Create a one-to-one mapping between the following SQL and MongoDB queries.

1.
```sql
INSERT INTO users(user_id,  age,  status)  
VALUES ("bcd001", 45, "A")
```

2.
```sql
SELECT * FROM users
```

3.
```sql
SELECT user_id, status FROM users
```

4.
```sql
SELECT * FROM users  
WHERE age > 25 AND age <= 50
```

5.
```sql
SELECT * FROM users  
WHERE status = "A" OR age = 50
``` 

6.
```sql
CREATE TABLE users (     
            id MEDIUMINT NOT NULL AUTO_INCREMENT,     
            user_id Varchar(30),     
            age Number,     
            status char(1),     
            PRIMARY KEY (id)     
)  
```  

7.
```sql
SELECT COUNT(user_id)   
FROM users
```


a.
```js
db.users.find(
    {"age": { "$gt": 25, "$lte": 50 }}
)
```
b. 
```js
db.users.find(
    { },
    {"user_id": 1, "status": 1, "_id": 0 }
)
```
c.
```js
db.createCollection("users")
```
d. 
```js
db.users.insert(
   {"user_id": "bcd001", "age": 45, "status": "A" }
)
```
e.

```js
db.users.count(
    {"user_id": {"$exists": true}}
) 

``` 
f.   
```js
db.users.find(   
    {"$or": [
        {"status": "A"},       
        {"age": 50}
    ]}    
) 
```
g. 
```js
db.users.find()
```

## 5. True or False
Decide whether the following statements are *true* or *false*.

1. In document stores, you must determine and declare a collection's schema before inserting data. 
2. Documents stores are not subject to strict schema requirements and support only one denormalized data model.
3. Different relationships between data can be represented by references and embedded documents.
4. MongoDB provides the capability to validate documents during updates and insertions.
5. MongoDB uses sharding to replicate data across multiple nodes for high availability and fault tolerance.

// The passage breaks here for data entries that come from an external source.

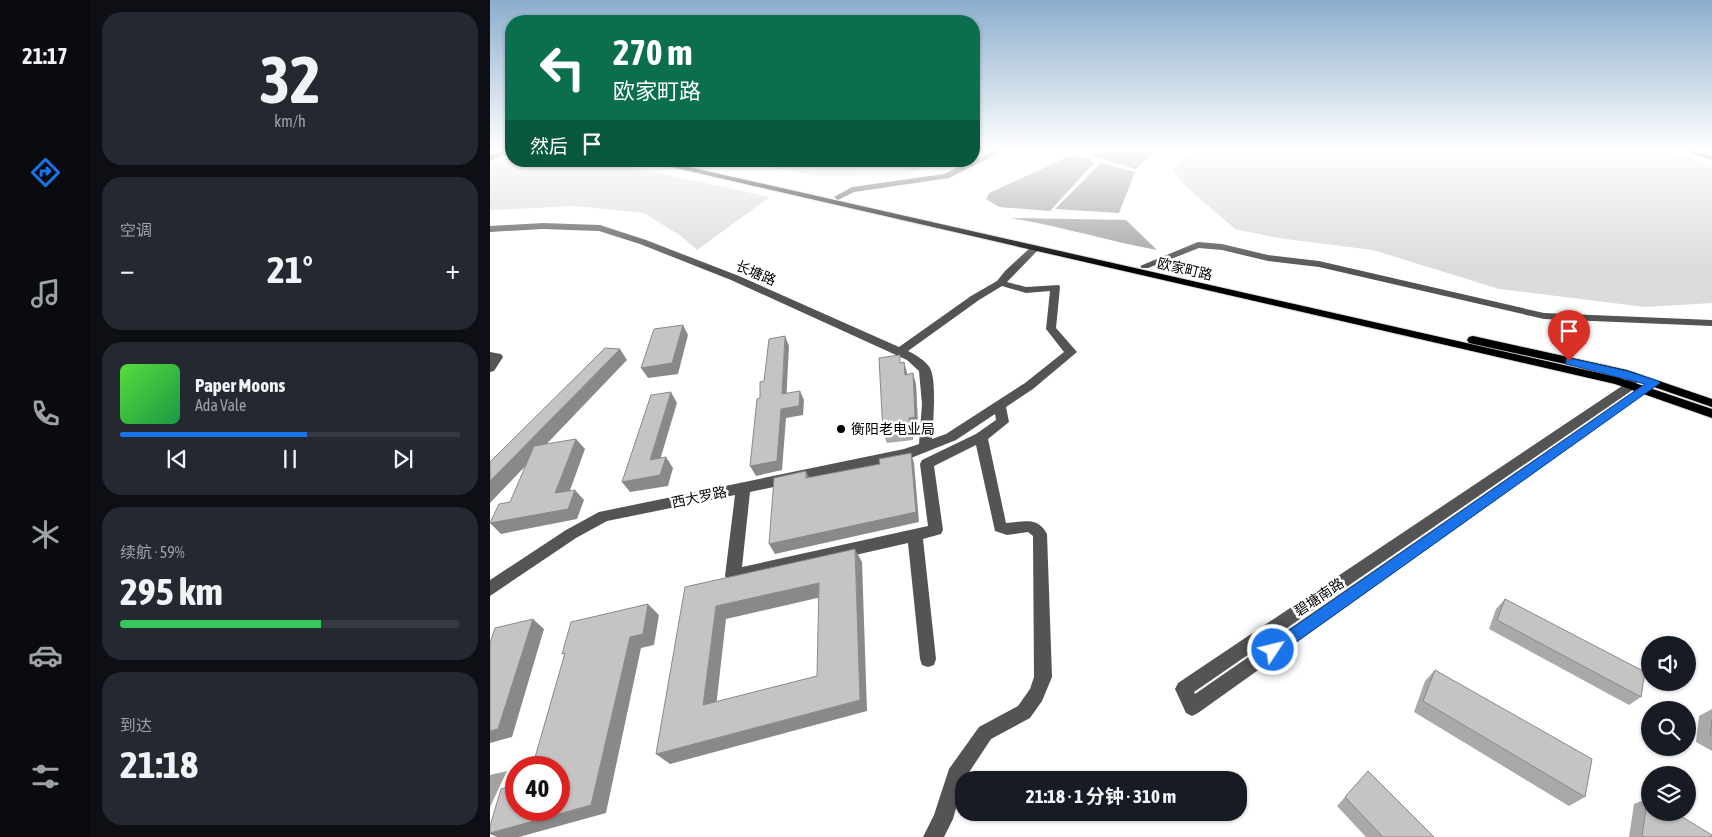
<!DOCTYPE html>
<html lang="zh">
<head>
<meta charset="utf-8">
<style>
	:root { --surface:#171b24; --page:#242831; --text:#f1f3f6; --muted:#9ea1a6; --line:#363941; --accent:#1a73e8 }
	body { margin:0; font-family:"Asap Condensed","Noto Sans SC",sans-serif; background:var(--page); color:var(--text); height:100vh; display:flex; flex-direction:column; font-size:19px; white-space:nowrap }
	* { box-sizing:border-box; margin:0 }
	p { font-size:16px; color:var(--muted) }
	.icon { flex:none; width:28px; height:28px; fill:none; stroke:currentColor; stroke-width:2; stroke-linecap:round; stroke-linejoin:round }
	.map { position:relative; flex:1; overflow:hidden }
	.drawer { display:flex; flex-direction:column; gap:12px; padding:12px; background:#0d0f14; width:400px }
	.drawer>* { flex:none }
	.banner { position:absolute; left:15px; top:15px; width:475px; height:152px; border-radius:20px; box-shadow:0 1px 4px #0004; background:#0b6e4f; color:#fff; overflow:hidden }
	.fabs { position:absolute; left:1151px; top:636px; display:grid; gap:10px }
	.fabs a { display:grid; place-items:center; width:55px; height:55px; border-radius:50%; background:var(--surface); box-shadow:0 1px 4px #0004; font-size:25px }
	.speed { position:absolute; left:15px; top:756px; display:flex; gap:10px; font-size:25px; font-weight:700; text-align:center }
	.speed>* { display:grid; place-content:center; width:65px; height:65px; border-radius:50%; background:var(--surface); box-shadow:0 1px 4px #0004; line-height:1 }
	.speed .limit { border:8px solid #d22; background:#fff; color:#111 }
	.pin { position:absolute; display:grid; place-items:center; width:42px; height:42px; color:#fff; margin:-51px -21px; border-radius:50% 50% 50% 0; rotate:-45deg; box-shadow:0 0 5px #0007 }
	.pin .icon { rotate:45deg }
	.me { position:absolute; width:55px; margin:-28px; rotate:55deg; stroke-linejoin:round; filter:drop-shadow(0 0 4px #0008) }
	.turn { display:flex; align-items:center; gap:18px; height:105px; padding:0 25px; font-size:22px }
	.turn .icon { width:65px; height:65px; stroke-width:2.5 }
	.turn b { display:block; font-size:35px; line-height:42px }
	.then { display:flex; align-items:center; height:48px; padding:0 25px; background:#0003; gap:10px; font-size:19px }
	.big { font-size:38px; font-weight:700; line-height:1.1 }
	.drawer .tile { flex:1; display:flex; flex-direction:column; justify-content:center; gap:8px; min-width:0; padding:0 18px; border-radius:20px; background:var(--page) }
	.drawer .dial { align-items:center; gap:0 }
	.dial b { font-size:65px; line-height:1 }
	.song { display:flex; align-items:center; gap:15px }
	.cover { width:60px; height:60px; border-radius:8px; background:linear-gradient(135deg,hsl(110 70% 55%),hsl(140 70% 35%)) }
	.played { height:5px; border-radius:2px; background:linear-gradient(90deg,var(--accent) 55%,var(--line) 55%) }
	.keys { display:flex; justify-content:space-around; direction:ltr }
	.heat { display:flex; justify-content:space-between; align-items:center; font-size:28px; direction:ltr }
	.charge { height:8px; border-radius:4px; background:linear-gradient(90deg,#34c759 59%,var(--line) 0) }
	.trip { position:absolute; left:465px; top:771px; width:292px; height:50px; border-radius:20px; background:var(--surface); box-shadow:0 1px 4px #0004; font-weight:700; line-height:50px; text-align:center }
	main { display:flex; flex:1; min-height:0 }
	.tabs { display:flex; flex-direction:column; width:90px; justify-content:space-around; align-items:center; background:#090b0e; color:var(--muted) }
	.tabs .icon { width:35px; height:35px }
	.tabs .current { color:var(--accent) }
	.tabs b { font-size:22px; color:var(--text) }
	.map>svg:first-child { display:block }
	.green { fill:#dbdbdb }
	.water { fill:#a2a2a2 }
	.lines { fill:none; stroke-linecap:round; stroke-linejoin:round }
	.major-casing { stroke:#dbdbdb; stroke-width:2 }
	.minor { fill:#545454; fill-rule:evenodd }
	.major { fill:#000; fill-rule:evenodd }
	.wall { fill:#a9a9a9 }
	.shaded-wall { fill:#898989 }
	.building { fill:#c4c4c4; stroke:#898989; fill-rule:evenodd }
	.route { fill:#1a73e8; stroke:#114b97 }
	.poi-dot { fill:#000; stroke:#fff; stroke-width:2 }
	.labels { text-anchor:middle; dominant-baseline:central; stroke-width:5; stroke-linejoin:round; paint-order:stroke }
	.street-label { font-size:14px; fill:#000; stroke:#fff }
	.poi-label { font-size:14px; fill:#000; stroke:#fff; text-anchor:start }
</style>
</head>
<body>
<main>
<nav class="tabs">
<b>21:17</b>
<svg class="icon current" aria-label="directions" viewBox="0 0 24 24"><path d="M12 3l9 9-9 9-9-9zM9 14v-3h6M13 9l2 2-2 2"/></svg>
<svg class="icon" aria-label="music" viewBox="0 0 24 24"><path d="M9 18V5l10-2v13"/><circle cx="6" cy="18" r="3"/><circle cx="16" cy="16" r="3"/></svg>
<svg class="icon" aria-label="phone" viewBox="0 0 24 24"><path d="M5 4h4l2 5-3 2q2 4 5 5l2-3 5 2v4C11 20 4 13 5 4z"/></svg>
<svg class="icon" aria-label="climate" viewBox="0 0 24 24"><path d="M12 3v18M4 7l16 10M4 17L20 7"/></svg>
<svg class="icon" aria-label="car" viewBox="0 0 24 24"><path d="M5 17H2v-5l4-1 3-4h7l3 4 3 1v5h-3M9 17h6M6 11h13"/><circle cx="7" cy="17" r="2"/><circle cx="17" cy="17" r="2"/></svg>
<svg class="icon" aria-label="filters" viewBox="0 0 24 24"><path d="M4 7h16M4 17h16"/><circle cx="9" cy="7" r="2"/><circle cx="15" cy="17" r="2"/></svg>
</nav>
<section class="drawer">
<div class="tile dial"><b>32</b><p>km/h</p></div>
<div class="tile"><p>空调</p>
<div class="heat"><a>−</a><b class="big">21°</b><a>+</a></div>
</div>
<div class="tile">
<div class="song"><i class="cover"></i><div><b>Paper Moons</b><p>Ada Vale</p></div></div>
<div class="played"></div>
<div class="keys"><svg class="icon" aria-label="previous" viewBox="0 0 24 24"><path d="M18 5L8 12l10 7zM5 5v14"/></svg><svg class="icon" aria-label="pause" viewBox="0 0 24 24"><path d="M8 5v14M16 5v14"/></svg><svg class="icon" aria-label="next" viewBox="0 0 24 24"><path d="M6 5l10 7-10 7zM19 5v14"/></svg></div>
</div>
<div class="tile"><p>续航 · 59%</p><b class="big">295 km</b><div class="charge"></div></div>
<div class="tile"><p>到达</p><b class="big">21:18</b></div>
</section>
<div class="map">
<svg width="1222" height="837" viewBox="0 0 1222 837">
	<rect width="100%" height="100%" fill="#fff"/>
	<g class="green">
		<polygon points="700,151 1179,151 1222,166 1222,303 1155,307 1009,289 883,250 788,238 745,229 694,185 683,170"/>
		<polygon points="21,159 21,161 112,161 280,197 207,250 191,236 154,213 84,206 0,210 0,166"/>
		<polygon points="251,161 451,161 416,175 326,176"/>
	</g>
	<g class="water">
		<polygon points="603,151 664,151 646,169 596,154"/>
		<polygon points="580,156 600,158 603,164 560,211 509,207 496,199 499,193"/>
		<polygon points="611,163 645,172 629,213 565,209"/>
		<path d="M520,218L636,220L667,250C618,241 570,226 520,218Z"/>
		<polygon points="17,771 0,807 0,775"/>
	</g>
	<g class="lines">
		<g class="major-casing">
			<g id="major">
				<polygon points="14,151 21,151 21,153 0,160 0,155"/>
				<polygon points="156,161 172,161 1127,377 1222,409 1222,418 1125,384"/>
				<polygon points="983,336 1137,370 1222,399 1222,407 1135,377 979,343 977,340 979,337"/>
			</g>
		</g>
		<g class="minor">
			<polygon points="504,151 513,151 459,178 364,192 348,200 344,197 362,187 454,174"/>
			<polygon points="1194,151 1205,151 1222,156 1222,160"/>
			<path d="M53,223L110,225L156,240L249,276L409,347L481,296L507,281L515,271L541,247H547L549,249L517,282L536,287L569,285L570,287L566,328L587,352L543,389L516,407L519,422L498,439L516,523C533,522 548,516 557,534L562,677L552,701L540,718L501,739L474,780L463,819L454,837H433L444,815L459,769L489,727L528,706L540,689L544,677L543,536L538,532L517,535L505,531L486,445L444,466L453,530L451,534L433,539L446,659L444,665L438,667L432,665L430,659L418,543L243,583L238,581L235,576L245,495L117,521L86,538L0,596V580L76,530L109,512L414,449L429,444L432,404L429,371L417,360L241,280L150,244L109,231L53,229L0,232V226ZM512,286L536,293L560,291L556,329L574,352L535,383L456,434L442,439C443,424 447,381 440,368C436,361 426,355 418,351L489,300ZM505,414L506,420L486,434L432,460L430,464L438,526L252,567L260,492L421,458L466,440Z"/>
			<polygon points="708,242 732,244 778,255 829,261 1054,313 1222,320 1222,326 1054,319 829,267 778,261 732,250 709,248 658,268 652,268 650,266"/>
			<polygon points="0,352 11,354 13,357 4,371 0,372"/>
			<polygon points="1144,372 1150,376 1144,389 704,692 705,694 1160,380 1168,380 1170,383 708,713 702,716 696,713 685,689 688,683 1135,384 1140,373"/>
		</g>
		<use href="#major" class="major"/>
	</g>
	<g class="wall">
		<polygon points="412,362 414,362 417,374 426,384 428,427 422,428 423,440 397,443 393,433"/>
		<polygon points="1015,599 1151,697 1139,705 999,629 1006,609"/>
		<polygon points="945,670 1095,797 1079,806 924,712 935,681"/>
		<polygon points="1222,709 1222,751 1206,742 1209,716"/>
		<polygon points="878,771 944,837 876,837 847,806"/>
		<polygon points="1158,798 1222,837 1139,837 1144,804"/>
	</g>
	<g class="shaded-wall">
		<polygon points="193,325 198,335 188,374 158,378 151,368"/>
		<polygon points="295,336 299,346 296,404 292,394"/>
		<polygon points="130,349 137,360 0,503 0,481"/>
		<polygon points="414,362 417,373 418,385 415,375"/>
		<polygon points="423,373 426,384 428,427 422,428 423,440 420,430 419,418"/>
		<polygon points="310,391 314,400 313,415 296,418 292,470 266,476 260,466 291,409"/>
		<polygon points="181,392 187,403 167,470 160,460"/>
		<polygon points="86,439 95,449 75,504 65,493"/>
		<polygon points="421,453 424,463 429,522 285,554 279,544"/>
		<polygon points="176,457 183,468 178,486 140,492 132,482"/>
		<polygon points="316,471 321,481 316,478"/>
		<polygon points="85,490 94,500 87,519 11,534 0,523"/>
		<polygon points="365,549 372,562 377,711 180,764 166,754 370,700"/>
		<polygon points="329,583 336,596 236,619 225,716 213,705 226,606"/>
		<polygon points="158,604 169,615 164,645 151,648 116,813 29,837 7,837 0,834 0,833 101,805 140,637"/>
		<polygon points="43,619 54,629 22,737 0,743 0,731"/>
	</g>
	<g class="building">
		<polygon points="193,325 182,363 151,368 164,329"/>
		<polygon points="295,336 292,394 310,391 309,406 291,409 287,461 260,466 267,399 270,398 270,382 274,381 279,339"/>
		<polygon points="115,348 130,349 0,481 0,462"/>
		<polygon points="410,355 410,363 414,362 415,375 423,373 425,417 419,418 420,430 393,433 389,358"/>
		<polygon points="181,392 160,460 176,457 170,475 132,482 161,395"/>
		<polygon points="86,439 65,493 85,490 78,509 0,523 9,504 20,502 44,446"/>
		<polygon points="421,453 426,512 279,544 284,478 316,471 316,478 390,464 389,459"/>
		<path d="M365,549L370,700L166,754L195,587ZM329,583L327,676L213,705L226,606Z"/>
		<polygon points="1015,599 1155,672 1151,697 1007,620"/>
		<polygon points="158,604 153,634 140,637 101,805 0,833 0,826 11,789 26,785 26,810 69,810 69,768 42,768 75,653 72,654 81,622"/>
		<polygon points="43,619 8,729 0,731 0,643 5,628"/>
		<polygon points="945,670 1102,759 1095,797 933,701"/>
		<polygon points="1222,720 1222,735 1220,735"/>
		<polygon points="878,771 944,837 893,837 855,797"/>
		<polygon points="1158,798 1160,799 1160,812 1184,812 1222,835 1222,837 1154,837 1152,835"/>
	</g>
	<linearGradient id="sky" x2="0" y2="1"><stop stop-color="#8cadcc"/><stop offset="0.56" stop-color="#fff"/><stop offset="1" stop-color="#fff" stop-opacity="0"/></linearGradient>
	<rect width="1222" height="268" fill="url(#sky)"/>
	<polygon class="route" points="1079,358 1137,371 1168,381 1170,383 788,655 783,658 778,655 775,650 778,645 1155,384 1076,364 1076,359"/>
	<circle class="poi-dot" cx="351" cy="429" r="5"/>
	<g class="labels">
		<g class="street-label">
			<text transform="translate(695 269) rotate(13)">欧家町路</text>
			<text transform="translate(266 273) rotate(23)">长塘路</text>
			<text transform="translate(209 497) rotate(-12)">西大罗路</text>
			<text transform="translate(829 597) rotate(-34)">碧塘南路</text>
		</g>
		<g class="poi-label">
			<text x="361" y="429">衡阳老电业局</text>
		</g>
	</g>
</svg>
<div class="fabs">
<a><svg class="icon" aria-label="sound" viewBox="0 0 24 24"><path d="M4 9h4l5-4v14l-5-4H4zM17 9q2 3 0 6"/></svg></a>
<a><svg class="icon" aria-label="search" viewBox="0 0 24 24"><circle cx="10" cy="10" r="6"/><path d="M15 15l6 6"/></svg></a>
<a><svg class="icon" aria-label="layers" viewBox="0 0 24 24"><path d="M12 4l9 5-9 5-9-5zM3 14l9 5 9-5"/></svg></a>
</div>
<div class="speed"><div class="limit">40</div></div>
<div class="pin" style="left:1079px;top:361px;background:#d93025"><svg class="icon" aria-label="arrive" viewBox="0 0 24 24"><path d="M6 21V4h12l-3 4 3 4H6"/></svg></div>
<svg class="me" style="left:783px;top:650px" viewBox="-20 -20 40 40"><circle r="17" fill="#1a73e8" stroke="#fff" stroke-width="3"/><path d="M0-11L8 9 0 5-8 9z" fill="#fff"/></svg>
<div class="trip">21:18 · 1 分钟 · 310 m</div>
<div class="banner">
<div class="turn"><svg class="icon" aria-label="left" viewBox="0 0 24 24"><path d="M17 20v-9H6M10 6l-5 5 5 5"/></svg><div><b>270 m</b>欧家町路</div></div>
<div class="then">然后<svg class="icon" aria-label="arrive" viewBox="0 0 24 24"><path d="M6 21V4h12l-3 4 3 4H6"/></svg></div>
</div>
</div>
</main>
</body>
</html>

## 6. Choose the right technology
In the following situations state which of the technologies (either a *document store* or a *relational database*) would be more suitable.
1. You are mostly working with semistructured or unstructured data.
2. Your application writes hundreds of records every few seconds but does not update them very often.
3. You have a well-defined schema with clear constraints.
4. You want the queries written for your DB to be easily readable.
5. Your schema has a lot of relations.
6. Your applications frequently updates and modifies large volume of records.